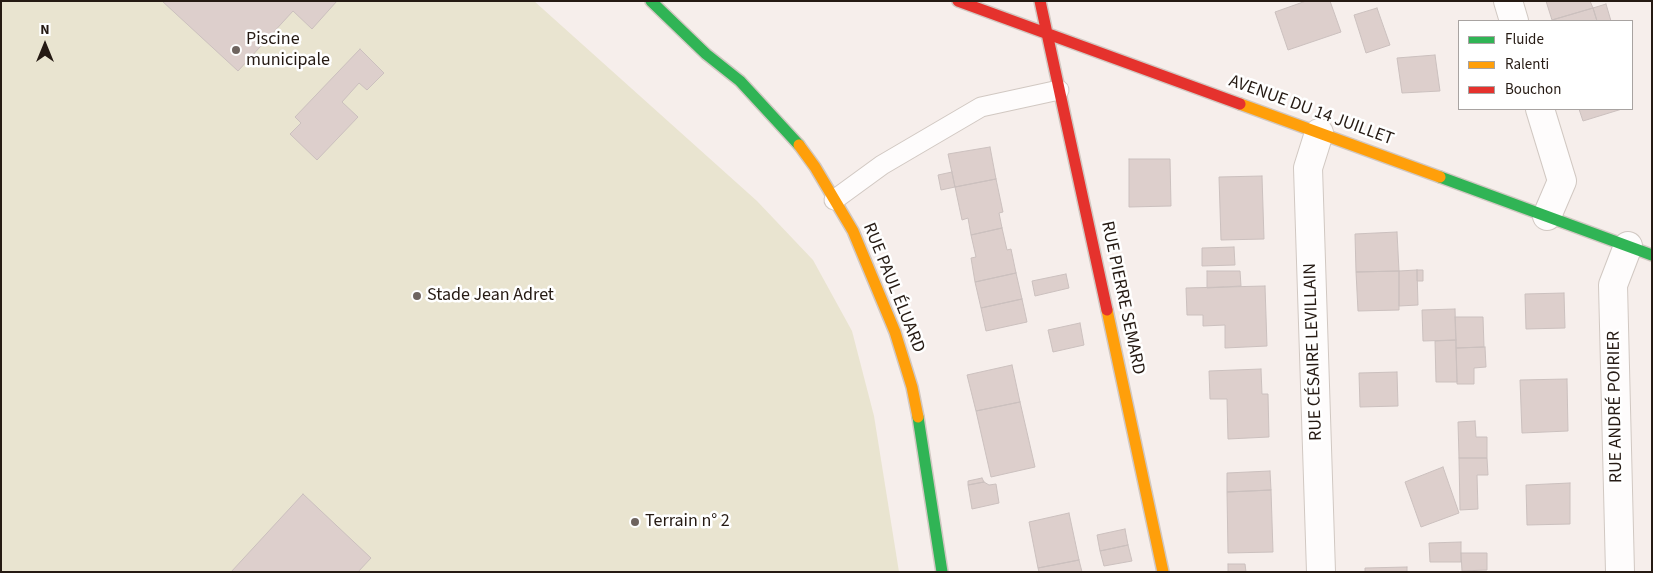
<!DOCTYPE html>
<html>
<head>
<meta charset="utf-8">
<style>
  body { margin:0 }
  #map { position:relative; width:1653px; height:573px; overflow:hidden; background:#f6eeeb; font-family:"Source Sans 3",sans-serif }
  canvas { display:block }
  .frame { position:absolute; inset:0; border:2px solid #251a13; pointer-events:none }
  .legend { position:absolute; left:1458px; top:20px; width:175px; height:90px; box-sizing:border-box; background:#fff; border:1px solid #a8a3a1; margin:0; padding:6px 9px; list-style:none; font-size:15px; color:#251a13 }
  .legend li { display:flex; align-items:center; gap:10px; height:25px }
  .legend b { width:25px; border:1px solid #a8a3a1 }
  .north { position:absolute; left:20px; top:20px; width:50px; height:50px; -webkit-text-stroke:4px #fff; paint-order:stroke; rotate:0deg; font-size:14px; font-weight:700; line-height:20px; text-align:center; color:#251a13 }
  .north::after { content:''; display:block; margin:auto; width:18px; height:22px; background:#251a13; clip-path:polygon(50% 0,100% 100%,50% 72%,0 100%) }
</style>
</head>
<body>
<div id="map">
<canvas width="1653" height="573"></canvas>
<div class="frame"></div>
<ul class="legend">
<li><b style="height:6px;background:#30b455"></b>Fluide</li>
<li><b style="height:6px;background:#ff9f0a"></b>Ralenti</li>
<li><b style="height:6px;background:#e5322d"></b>Bouchon</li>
</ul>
<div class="north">N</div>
</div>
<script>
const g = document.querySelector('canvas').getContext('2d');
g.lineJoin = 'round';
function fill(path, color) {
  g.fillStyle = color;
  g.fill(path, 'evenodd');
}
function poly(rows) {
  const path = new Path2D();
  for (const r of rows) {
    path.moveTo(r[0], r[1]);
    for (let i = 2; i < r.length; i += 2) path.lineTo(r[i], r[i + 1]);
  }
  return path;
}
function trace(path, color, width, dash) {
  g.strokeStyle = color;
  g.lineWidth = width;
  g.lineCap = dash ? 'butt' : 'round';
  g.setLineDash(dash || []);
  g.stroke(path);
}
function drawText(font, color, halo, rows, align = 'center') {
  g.font = font + ' "Source Sans 3",sans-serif';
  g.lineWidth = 5;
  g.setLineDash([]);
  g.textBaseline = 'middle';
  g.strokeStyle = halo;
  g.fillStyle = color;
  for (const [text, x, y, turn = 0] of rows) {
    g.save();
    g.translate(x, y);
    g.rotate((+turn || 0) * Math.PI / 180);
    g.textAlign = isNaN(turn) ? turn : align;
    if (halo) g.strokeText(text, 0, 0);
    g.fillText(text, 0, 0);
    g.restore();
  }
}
const green = poly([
  [1,1,534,1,757,201,813,260,852,331,874,416,899,572,1,572]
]);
const building = poly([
  [162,1,337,1,312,29,293,11,238,71,162,1],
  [1306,1,1330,1,1341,32,1288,50,1275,12,1306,1],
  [1546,1,1590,1,1593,8,1552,20,1546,1],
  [1606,4,1611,21,1597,21,1593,8,1606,4],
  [1377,8,1390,45,1366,53,1354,15,1377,8],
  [1593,8,1597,21,1553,21,1552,20,1593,8],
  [360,49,384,73,367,90,359,83,342,102,358,117,317,160,290,134,301,123,295,117,360,49],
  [1435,55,1440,91,1402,93,1397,58,1435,55],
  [1579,109,1622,109,1583,121,1579,109],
  [990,147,996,179,955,187,948,154,990,147],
  [1129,159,1170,159,1171,206,1129,207,1129,159],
  [952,172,955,187,941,190,938,175,952,172],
  [1262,176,1264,239,1221,240,1219,177,1262,176],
  [996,179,1003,212,999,213,1002,228,971,235,968,218,962,220,955,187,996,179],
  [1002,228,1007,250,1011,249,1016,273,975,282,971,258,976,257,971,235,1002,228],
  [1397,232,1399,271,1356,272,1355,234,1397,232],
  [1234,247,1235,265,1202,266,1202,248,1234,247],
  [1417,270,1418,305,1399,306,1399,271,1417,270],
  [1417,270,1423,270,1423,281,1417,281,1417,270],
  [1207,271,1240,271,1241,286,1207,288,1207,271],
  [1399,271,1399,310,1358,311,1356,272,1399,271],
  [1016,273,1022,299,981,308,975,282,1016,273],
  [1066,274,1069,288,1035,296,1032,281,1066,274],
  [1265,286,1267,346,1225,348,1225,325,1203,326,1203,315,1187,315,1186,288,1265,286],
  [1564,293,1565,328,1526,329,1525,294,1564,293],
  [1022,299,1027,322,986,331,981,308,1022,299],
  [1455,309,1456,340,1423,341,1422,310,1455,309],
  [1455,317,1483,317,1484,347,1456,348,1455,317],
  [1080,323,1084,345,1053,352,1048,330,1080,323],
  [1456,340,1457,382,1436,382,1435,341,1456,340],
  [1485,347,1486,367,1474,368,1474,384,1457,384,1456,348,1485,347],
  [1012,365,1020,402,976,411,967,375,1012,365],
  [1261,369,1262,394,1268,394,1269,437,1228,439,1227,399,1210,399,1209,371,1261,369],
  [1397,372,1398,406,1360,407,1359,373,1397,372],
  [1567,379,1568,431,1522,433,1520,380,1567,379],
  [1020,402,1035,467,991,477,976,411,1020,402],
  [1475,421,1476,437,1487,437,1487,458,1459,458,1458,422,1475,421],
  [1459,458,1487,458,1488,475,1477,475,1478,509,1460,510,1459,458],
  [1443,467,1459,513,1421,527,1405,482,1443,467],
  [1270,471,1271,490,1227,492,1227,473,1270,471],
  [982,478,984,482,968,485,968,481,982,478],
  [984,482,989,485,996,484,999,503,972,509,968,485,984,482],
  [1570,483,1570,524,1527,525,1526,485,1570,483],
  [1271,490,1273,552,1228,553,1227,492,1271,490],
  [303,494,371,558,358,572,231,572,303,494],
  [1069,513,1079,560,1038,568,1029,522,1069,513],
  [1125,529,1128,545,1100,551,1097,535,1125,529],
  [1461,542,1461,562,1430,562,1429,543,1461,542],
  [1128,545,1132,561,1104,566,1100,551,1128,545],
  [1461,553,1487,553,1487,570,1462,571,1461,553],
  [1079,560,1082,572,1039,572,1038,568,1079,560],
  [1228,564,1245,564,1246,572,1228,572,1228,564],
  [1407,567,1407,572,1365,572,1365,568,1407,567]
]);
const lane = poly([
  [834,200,882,165,981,107,1059,90]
]);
const street = poly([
  [1508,1,1514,21],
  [1540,109,1562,181,1547,216],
  [1319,133,1308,168,1321,572],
  [1620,572,1613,285,1628,246]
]);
const fast = poly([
  [651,1,706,54,740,81,799,145],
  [1440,177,1652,255],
  [918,417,942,572]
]);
const slow = poly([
  [1240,104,1440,177],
  [799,145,815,167,853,231,895,332,912,387,918,417],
  [1107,310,1163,572]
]);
const jam = poly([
  [958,1,1240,104],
  [1040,1,1107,310]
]);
const markers = [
  [236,50,5,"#6e645f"],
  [417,296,5,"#6e645f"],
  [635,522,5,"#6e645f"]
];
const poiNames = [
  ["Piscine",246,40],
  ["municipale",246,61],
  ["Stade Jean Adret",427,296],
  ["Terrain n° 2",645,522]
];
const streetNames = [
  ["AVENUE DU 14 JUILLET",1311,111,20],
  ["RUE PAUL ÉLUARD",893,288,68],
  ["RUE PIERRE SEMARD",1122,298,78],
  ["RUE CÉSAIRE LEVILLAIN",1314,352,-92],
  ["RUE ANDRÉ POIRIER",1616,407,-91]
];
fill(green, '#e9e4d0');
fill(building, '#ddcfcc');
trace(building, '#cbc0be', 1);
trace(lane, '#d1c8c2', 21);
trace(street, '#d1c8c2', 30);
trace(fast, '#d1c8c2', 14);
trace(slow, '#d1c8c2', 14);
trace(jam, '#d1c8c2', 14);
trace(lane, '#fefcfc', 19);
trace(street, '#fefcfc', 28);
trace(fast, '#30b455', 11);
trace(slow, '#ff9f0a', 11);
trace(jam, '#e5322d', 11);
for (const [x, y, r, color] of markers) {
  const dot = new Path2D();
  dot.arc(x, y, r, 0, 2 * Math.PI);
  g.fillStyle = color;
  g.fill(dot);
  trace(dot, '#fff', 2);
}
drawText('18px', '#251a13', '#fff', poiNames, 'left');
drawText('18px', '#251a13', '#fff', streetNames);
</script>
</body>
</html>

━━━━━━━━━━━━━━━━

Retype only the lines above between the line with "g.font = font" and the line with "g.translate(x, y);", counting those two lines as well, and keep every character as it is.

  g.font = font + ' "Source Sans 3",sans-serif';
  g.lineWidth = 5;
  g.setLineDash([]);
  g.textBaseline = 'middle';
  g.strokeStyle = halo;
  g.fillStyle = color;
  for (const [text, x, y, turn = 0] of rows) {
    g.save();
    g.translate(x, y);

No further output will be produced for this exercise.